= Exercise details =
Return every record below exactly as given, images excluded.

Stored data:
((
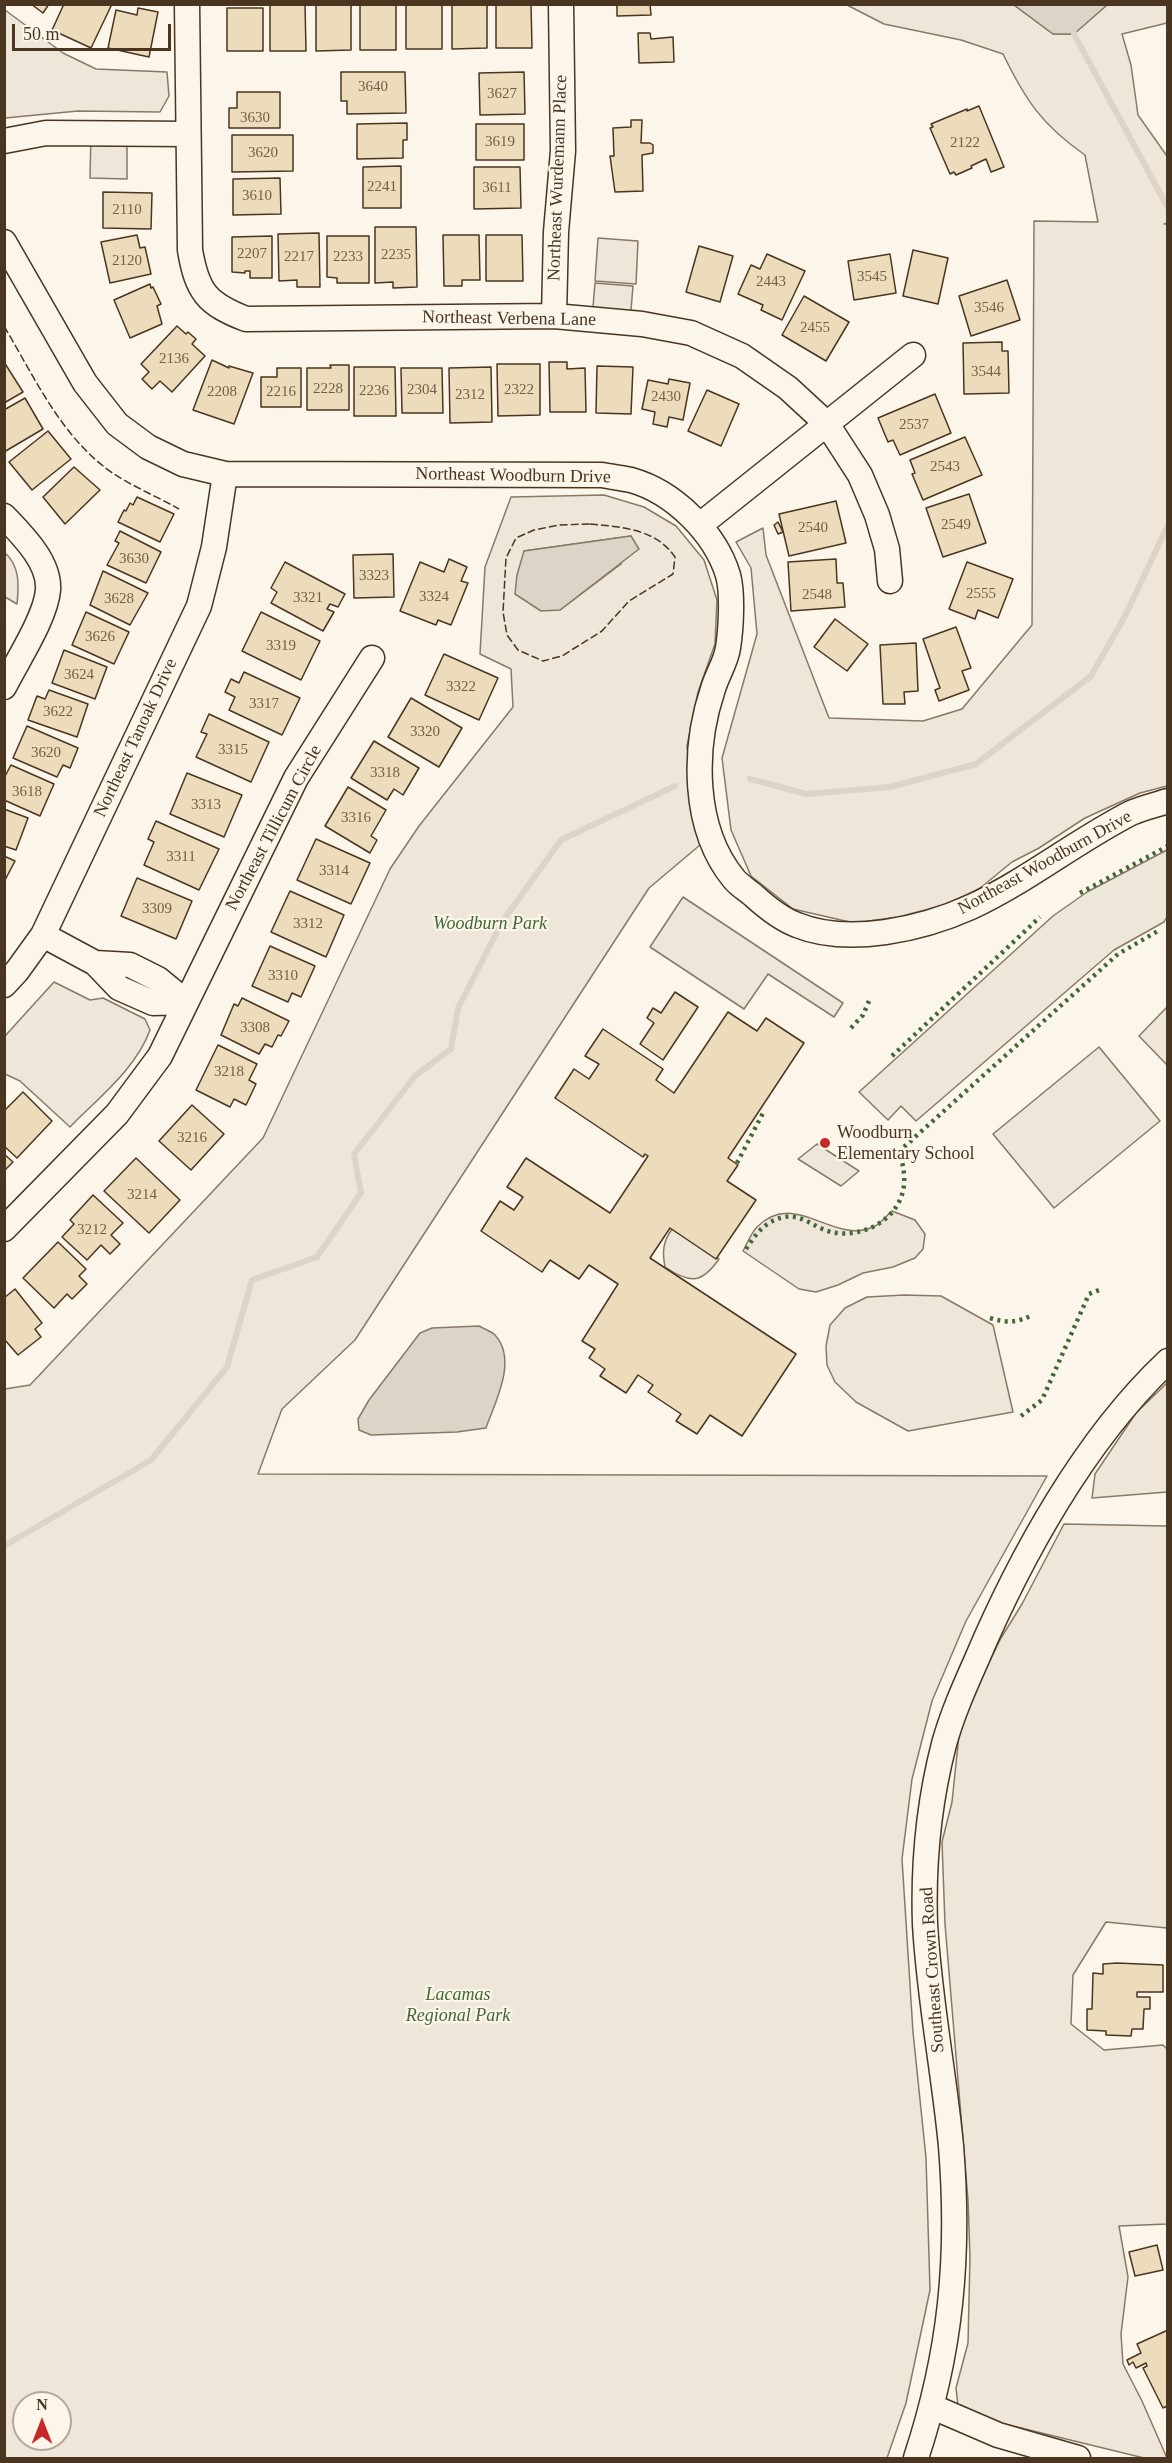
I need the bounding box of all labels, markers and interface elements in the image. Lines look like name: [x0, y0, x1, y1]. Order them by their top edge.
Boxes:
scale bar: [15, 12, 174, 50]
text: 50 m: [23, 24, 60, 44]
street label: Northeast Wurdemann Place: [544, 75, 572, 281]
house number: 3640: [358, 78, 388, 96]
house number: 3627: [487, 85, 517, 103]
house number: 3630: [240, 109, 270, 127]
house number: 3619: [485, 133, 515, 151]
house number: 2122: [950, 134, 980, 152]
house number: 3620: [248, 144, 278, 162]
house number: 2241: [367, 178, 397, 196]
house number: 3611: [482, 179, 512, 197]
house number: 3610: [242, 187, 272, 205]
house number: 2110: [112, 201, 142, 219]
house number: 2207: [237, 245, 267, 263]
house number: 2235: [381, 246, 411, 264]
house number: 2217: [284, 248, 314, 266]
house number: 2233: [333, 248, 363, 266]
house number: 2120: [112, 252, 142, 270]
house number: 3545: [857, 268, 887, 286]
house number: 2443: [756, 273, 786, 291]
house number: 3546: [974, 299, 1004, 317]
street label: Northeast Verbena Lane: [422, 307, 596, 331]
house number: 2455: [800, 319, 830, 337]
house number: 2136: [159, 350, 189, 368]
house number: 3544: [971, 363, 1001, 381]
house number: 2228: [313, 380, 343, 398]
house number: 2304: [407, 381, 437, 399]
house number: 2322: [504, 381, 534, 399]
house number: 2236: [359, 382, 389, 400]
house number: 2208: [207, 383, 237, 401]
house number: 2216: [266, 383, 296, 401]
house number: 2312: [455, 386, 485, 404]
house number: 2430: [651, 388, 681, 406]
house number: 2537: [899, 416, 929, 434]
house number: 2543: [930, 458, 960, 476]
street label: Northeast Woodburn Drive: [415, 463, 611, 489]
house number: 2549: [941, 516, 971, 534]
house number: 2540: [798, 519, 828, 537]
house number: 3630: [119, 550, 149, 568]
house number: 3323: [359, 567, 389, 585]
house number: 2555: [966, 585, 996, 603]
house number: 2548: [802, 586, 832, 604]
house number: 3324: [419, 588, 449, 606]
house number: 3321: [293, 589, 323, 607]
house number: 3628: [104, 590, 134, 608]
house number: 3626: [85, 628, 115, 646]
house number: 3319: [266, 637, 296, 655]
street label: Northeast Tanoak Drive: [90, 655, 182, 821]
house number: 3624: [64, 666, 94, 684]
house number: 3322: [446, 678, 476, 696]
house number: 3317: [249, 695, 279, 713]
house number: 3622: [43, 703, 73, 721]
house number: 3320: [410, 723, 440, 741]
house number: 3315: [218, 741, 248, 759]
street label: Northeast Tillicum Circle: [221, 742, 327, 914]
house number: 3620: [31, 744, 61, 762]
house number: 3318: [370, 764, 400, 782]
house number: 3618: [12, 783, 42, 801]
house number: 3313: [191, 796, 221, 814]
street label: Northeast Woodburn Drive: [954, 806, 1136, 920]
house number: 3316: [341, 809, 371, 827]
house number: 3311: [166, 848, 196, 866]
house number: 3314: [319, 862, 349, 880]
house number: 3309: [142, 900, 172, 918]
park label: Woodburn Park: [433, 913, 547, 935]
house number: 3312: [293, 915, 323, 933]
house number: 3310: [268, 967, 298, 985]
house number: 3308: [240, 1019, 270, 1037]
house number: 3218: [214, 1063, 244, 1081]
place label: Woodburn Elementary School: [837, 1122, 974, 1164]
house number: 3216: [177, 1129, 207, 1147]
marker: Woodburn Elementary School: [818, 1136, 832, 1150]
house number: 3214: [127, 1186, 157, 1204]
house number: 3212: [77, 1221, 107, 1239]
street label: Southeast Crown Road: [916, 1886, 950, 2054]
park label: Lacamas Regional Park: [406, 1984, 510, 2026]
north arrow: [12, 2391, 72, 2451]
text: N: [36, 2396, 48, 2413]

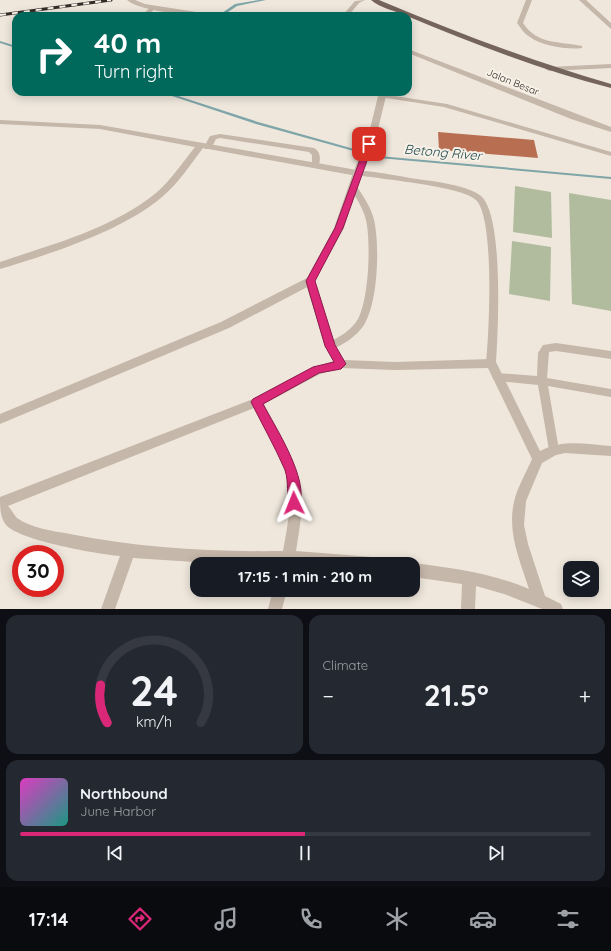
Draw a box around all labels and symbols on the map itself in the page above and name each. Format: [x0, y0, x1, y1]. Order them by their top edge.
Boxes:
street label: Jalan Besar [485, 66, 541, 98]
pin [352, 127, 386, 161]
water label: Betong River [404, 141, 484, 164]
position arrow [273, 482, 315, 524]
speed limit sign: 30 [12, 545, 64, 597]

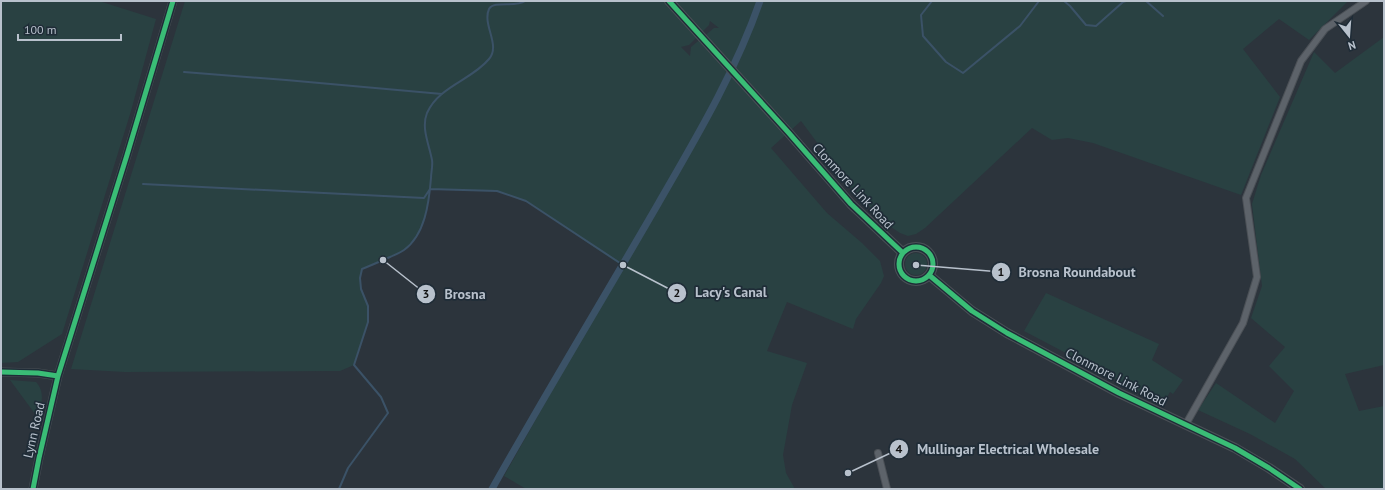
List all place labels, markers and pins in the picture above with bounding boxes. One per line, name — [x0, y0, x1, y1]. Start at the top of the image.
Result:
callout: Brosna Roundabout — [991, 259, 1144, 285]
callout: Lacy's Canal — [667, 280, 775, 306]
callout: Brosna — [416, 281, 493, 307]
callout: Mullingar Electrical Wholesale — [889, 436, 1107, 462]

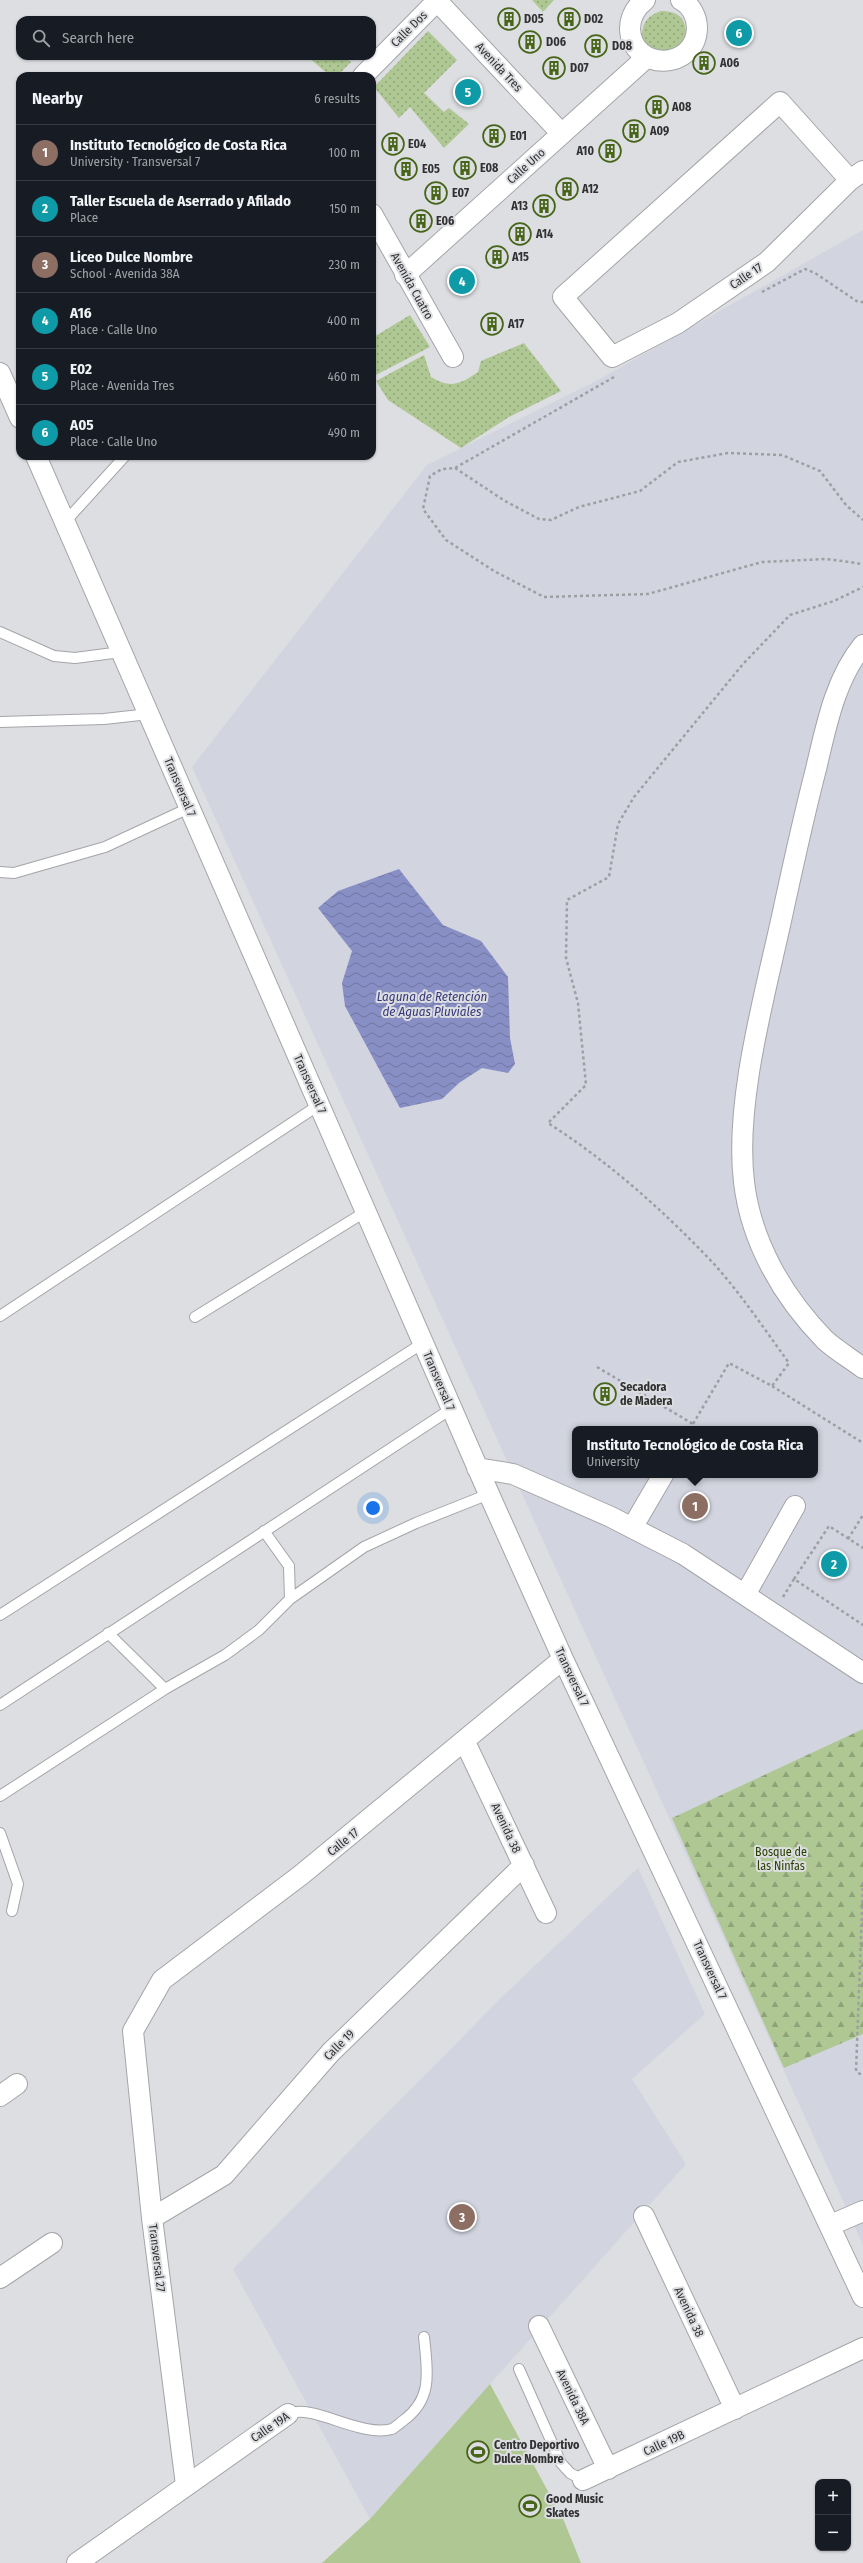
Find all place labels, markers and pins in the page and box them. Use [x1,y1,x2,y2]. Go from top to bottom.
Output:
))
= Reply to the task =
I need the bounding box of all labels, markers and interface elements in the image. Lines look like name: [x0, y0, x1, y1]. Order them by their top edge.
Boxes:
scale bar: [15, 12, 174, 50]
text: 50 m: [23, 24, 60, 44]
street label: Northeast Wurdemann Place: [544, 75, 572, 281]
house number: 3640: [358, 78, 388, 96]
house number: 3627: [487, 85, 517, 103]
house number: 3630: [240, 109, 270, 127]
house number: 3619: [485, 133, 515, 151]
house number: 2122: [950, 134, 980, 152]
house number: 3620: [248, 144, 278, 162]
house number: 2241: [367, 178, 397, 196]
house number: 3611: [482, 179, 512, 197]
house number: 3610: [242, 187, 272, 205]
house number: 2110: [112, 201, 142, 219]
house number: 2207: [237, 245, 267, 263]
house number: 2235: [381, 246, 411, 264]
house number: 2217: [284, 248, 314, 266]
house number: 2233: [333, 248, 363, 266]
house number: 2120: [112, 252, 142, 270]
house number: 3545: [857, 268, 887, 286]
house number: 2443: [756, 273, 786, 291]
house number: 3546: [974, 299, 1004, 317]
street label: Northeast Verbena Lane: [422, 307, 596, 331]
house number: 2455: [800, 319, 830, 337]
house number: 2136: [159, 350, 189, 368]
house number: 3544: [971, 363, 1001, 381]
house number: 2228: [313, 380, 343, 398]
house number: 2304: [407, 381, 437, 399]
house number: 2322: [504, 381, 534, 399]
house number: 2236: [359, 382, 389, 400]
house number: 2208: [207, 383, 237, 401]
house number: 2216: [266, 383, 296, 401]
house number: 2312: [455, 386, 485, 404]
house number: 2430: [651, 388, 681, 406]
house number: 2537: [899, 416, 929, 434]
house number: 2543: [930, 458, 960, 476]
street label: Northeast Woodburn Drive: [415, 463, 611, 489]
house number: 2549: [941, 516, 971, 534]
house number: 2540: [798, 519, 828, 537]
house number: 3630: [119, 550, 149, 568]
house number: 3323: [359, 567, 389, 585]
house number: 2555: [966, 585, 996, 603]
house number: 2548: [802, 586, 832, 604]
house number: 3324: [419, 588, 449, 606]
house number: 3321: [293, 589, 323, 607]
house number: 3628: [104, 590, 134, 608]
house number: 3626: [85, 628, 115, 646]
house number: 3319: [266, 637, 296, 655]
street label: Northeast Tanoak Drive: [90, 655, 182, 821]
house number: 3624: [64, 666, 94, 684]
house number: 3322: [446, 678, 476, 696]
house number: 3317: [249, 695, 279, 713]
house number: 3622: [43, 703, 73, 721]
house number: 3320: [410, 723, 440, 741]
house number: 3315: [218, 741, 248, 759]
street label: Northeast Tillicum Circle: [221, 742, 327, 914]
house number: 3620: [31, 744, 61, 762]
house number: 3318: [370, 764, 400, 782]
house number: 3618: [12, 783, 42, 801]
house number: 3313: [191, 796, 221, 814]
street label: Northeast Woodburn Drive: [954, 806, 1136, 920]
house number: 3316: [341, 809, 371, 827]
house number: 3311: [166, 848, 196, 866]
house number: 3314: [319, 862, 349, 880]
house number: 3309: [142, 900, 172, 918]
park label: Woodburn Park: [433, 913, 547, 935]
house number: 3312: [293, 915, 323, 933]
house number: 3310: [268, 967, 298, 985]
house number: 3308: [240, 1019, 270, 1037]
house number: 3218: [214, 1063, 244, 1081]
place label: Woodburn Elementary School: [837, 1122, 974, 1164]
house number: 3216: [177, 1129, 207, 1147]
marker: Woodburn Elementary School: [818, 1136, 832, 1150]
house number: 3214: [127, 1186, 157, 1204]
house number: 3212: [77, 1221, 107, 1239]
street label: Southeast Crown Road: [916, 1886, 950, 2054]
park label: Lacamas Regional Park: [406, 1984, 510, 2026]
north arrow: [12, 2391, 72, 2451]
text: N: [36, 2396, 48, 2413]

Draw a box around all labels and symbols on the map itself in the page above and name each. Format: [x0, y0, x1, y1]. Order them by their top edge.
Boxes:
street label: Jalan Besar [485, 66, 541, 98]
pin [352, 127, 386, 161]
water label: Betong River [404, 141, 484, 164]
position arrow [273, 482, 315, 524]
speed limit sign: 30 [12, 545, 64, 597]

List all place labels, markers and pins in the picture above with bounding boxes. One per line, name — [x0, y0, x1, y1]. Start at the top of the image.
Result:
callout: Brosna Roundabout — [991, 259, 1144, 285]
callout: Lacy's Canal — [667, 280, 775, 306]
callout: Brosna — [416, 281, 493, 307]
callout: Mullingar Electrical Wholesale — [889, 436, 1107, 462]

Find all place labels, markers and pins in the page and box them. Use [x1,y1,x2,y2]. Go from top to bottom.
Output:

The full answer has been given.